Alcuni certificati di malattia riportavano giorni in cui gli agenti avrebbero dovuto prestare servizio, ma durante i quali si svolgevano importanti eventi sportivi come le partite della Champions League. L’ultima di campionato quell’anno venne vinta dal Barcellona, 3 a 1. Questo dettaglio ha reso ancora più evidente la malafede degli imputati e l’intento truffaldino di ottenere ingiusti vantaggi.
Secondo l’accusa, i certificati falsi, venivano redatti per guardare la partita e senza alcuna visita medica effettiva. Questi attestavano sintomi come cervicalgia, cefalea, disturbi gastrointestinali e mal di testa, al fine di giustificare le assenze dal lavoro degli agenti.
Inoltre, è emerso che uno dei certificati è stato alterato, modificando l’orario della presunta visita medica per farlo coincidere con l’orario di inizio del turno di lavoro, al fine di rendere più credibile la falsa giustificazione.

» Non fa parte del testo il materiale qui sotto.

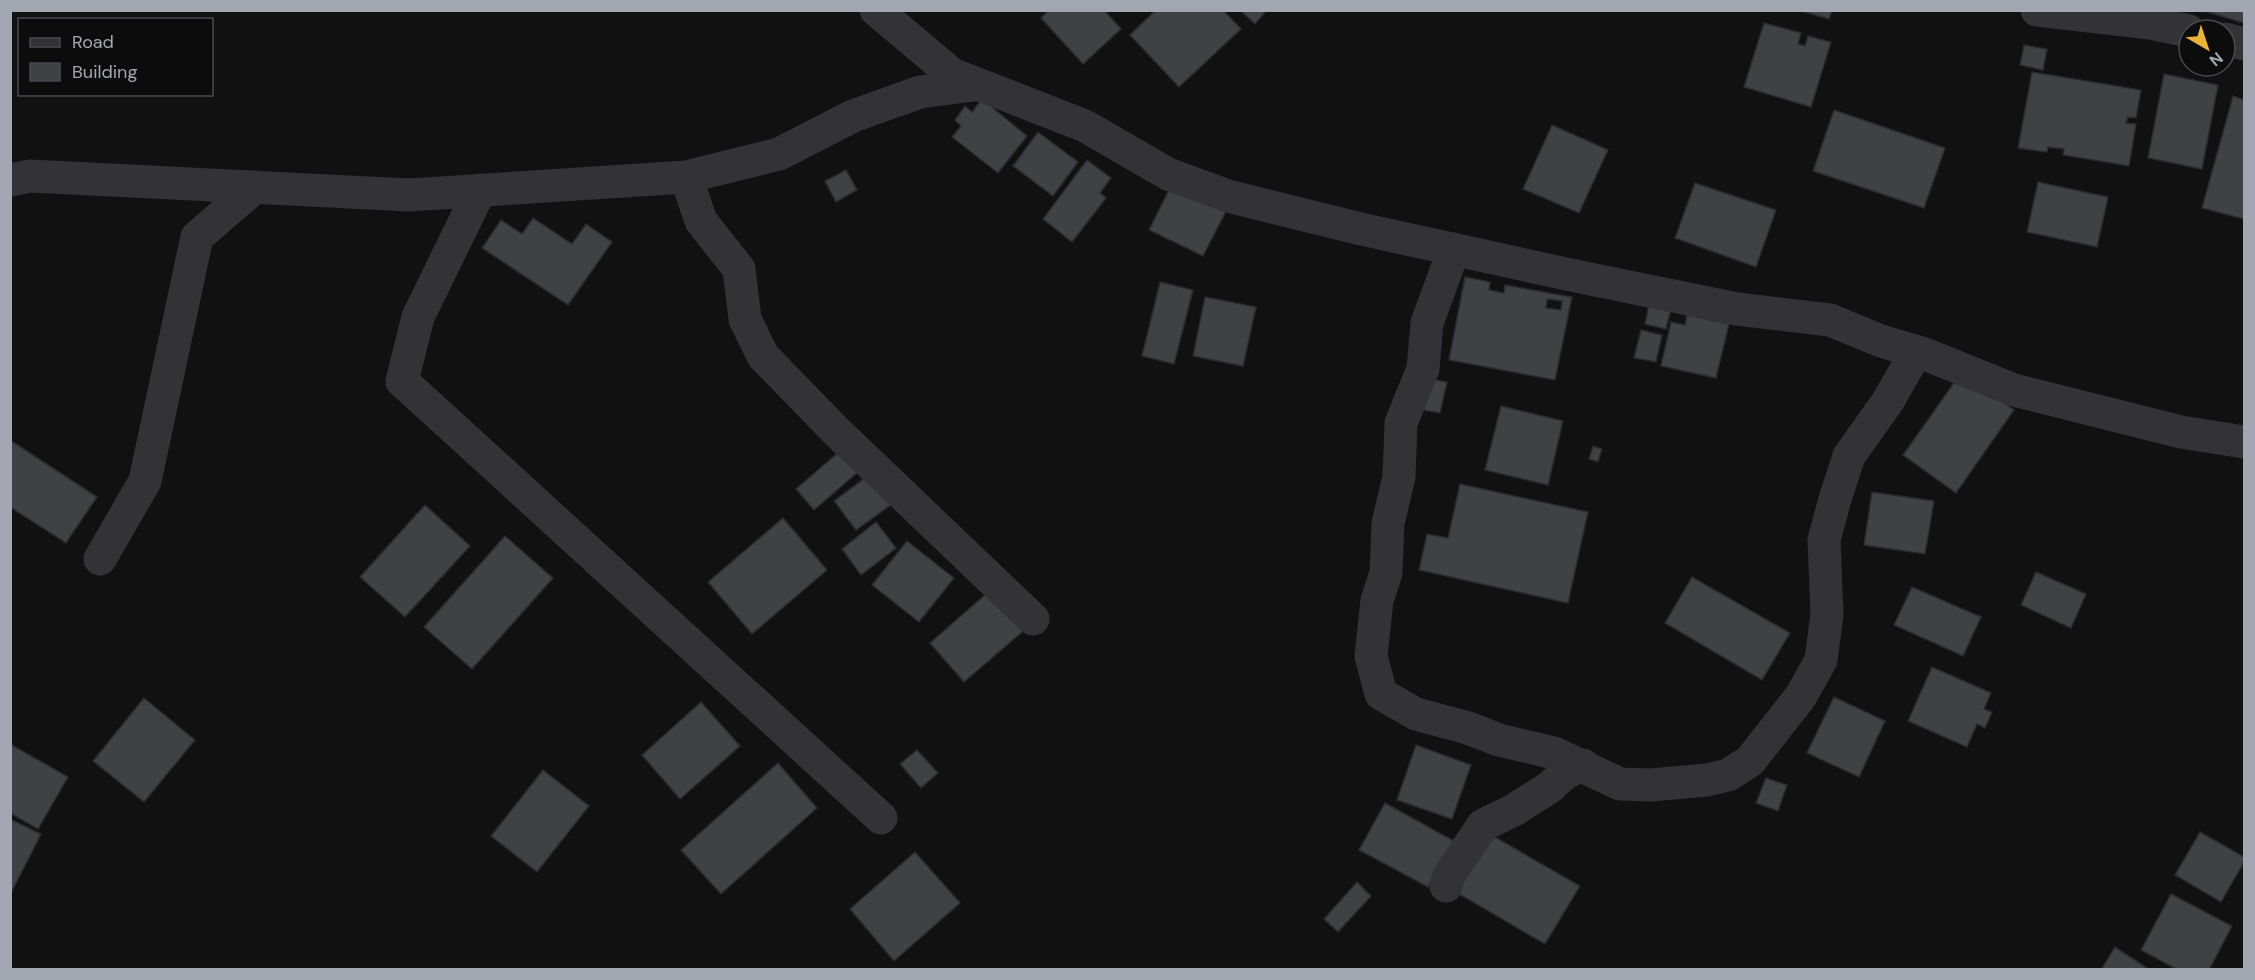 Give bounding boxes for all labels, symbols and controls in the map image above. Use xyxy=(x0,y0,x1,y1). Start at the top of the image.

Nonostante le gravi accuse, gli imputati hanno completato con esito positivo il periodo di messa alla prova, dopo di che il tribunale ha emesso la sentenza di estinzione del reato. Questo significa che gli imputati non saranno soggetti a ulteriori conseguenze penali per i loro atti.
Che cos’è il periodo di messa alla prova e in cosa consiste
Il periodo di messa alla prova, noto anche come sospensione condizionale della pena, è una misura alternativa alla detenzione che può essere applicata ai condannati per reati non gravi. Consiste nel sottoporre il condannato a determinati obblighi e controlli da parte dell’autorità giudiziaria per un periodo di tempo prestabilito, al termine del quale la pena può essere estinta se il condannato ha rispettato tutte le prescrizioni imposte.

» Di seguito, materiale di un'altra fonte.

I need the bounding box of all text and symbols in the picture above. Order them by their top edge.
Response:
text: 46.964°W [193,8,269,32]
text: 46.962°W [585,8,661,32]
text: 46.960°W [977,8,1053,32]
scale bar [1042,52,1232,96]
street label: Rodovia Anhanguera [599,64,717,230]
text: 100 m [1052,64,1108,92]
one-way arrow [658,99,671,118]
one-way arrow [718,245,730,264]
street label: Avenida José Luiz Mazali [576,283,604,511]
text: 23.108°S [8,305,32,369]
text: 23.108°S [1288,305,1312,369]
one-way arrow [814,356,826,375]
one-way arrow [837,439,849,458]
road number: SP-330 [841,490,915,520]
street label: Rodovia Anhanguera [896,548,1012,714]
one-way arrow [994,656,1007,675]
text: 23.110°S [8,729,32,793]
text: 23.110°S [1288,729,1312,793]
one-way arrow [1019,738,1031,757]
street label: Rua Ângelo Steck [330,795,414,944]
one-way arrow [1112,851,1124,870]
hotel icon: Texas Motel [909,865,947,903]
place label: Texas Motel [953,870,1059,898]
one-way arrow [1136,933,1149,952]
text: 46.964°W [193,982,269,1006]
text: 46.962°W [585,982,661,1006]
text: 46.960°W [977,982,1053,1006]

Durante il periodo di messa alla prova, il condannato può essere tenuto a rispettare alcune regole, come presentarsi periodicamente alle autorità competenti per controlli e monitoraggi, mantenere un comportamento conforme alla legge e non commettere ulteriori reati, svolgere un’attività lavorativa o impegnarsi in programmi di riabilitazione o formazione, e rendere risarcimento per il danno causato alla vittima del reato, se del caso.
La finalità della messa alla prova è favorire la riabilitazione del condannato e permettergli di reintegrarsi nella società, fornendo un’opportunità per dimostrare un cambiamento positivo nel comportamento. In questo caso, infatti, la giudice ha optato per estinguere il reato commesso.
Certificati falsi: non è la prima volta che succede
Nel 2023 successe uno scandalo simile, ma al carcere di Reggio Calabria. Un’intercettazione telefonica ha coinvolto l’ex direttrice delle carceri di Reggio, Maria Carmela Longo, una detenuta di nome Caterina Napolitano e il medico dell’ASP, in servizio presso la casa circondariale cittadina, Antonio Pollio. Tutti e tre furono imputati per una presunta certificazione medica falsa, elaborata su input della direttrice per evitare a Napolitano il viaggio da Reggio a Perugia per rendere una testimonianza in Tribunale.
la questione sulla presunta chiamata diretta tra Longo e Pollio non è stata risolta definitivamente, poiché le intercettazioni non hanno consentito di ascoltare l’interlocutore di Longo. Il caso continua a sollevare sospetti su un possibile coinvolgimento del medico e della direttrice nella certificazione medica falsa.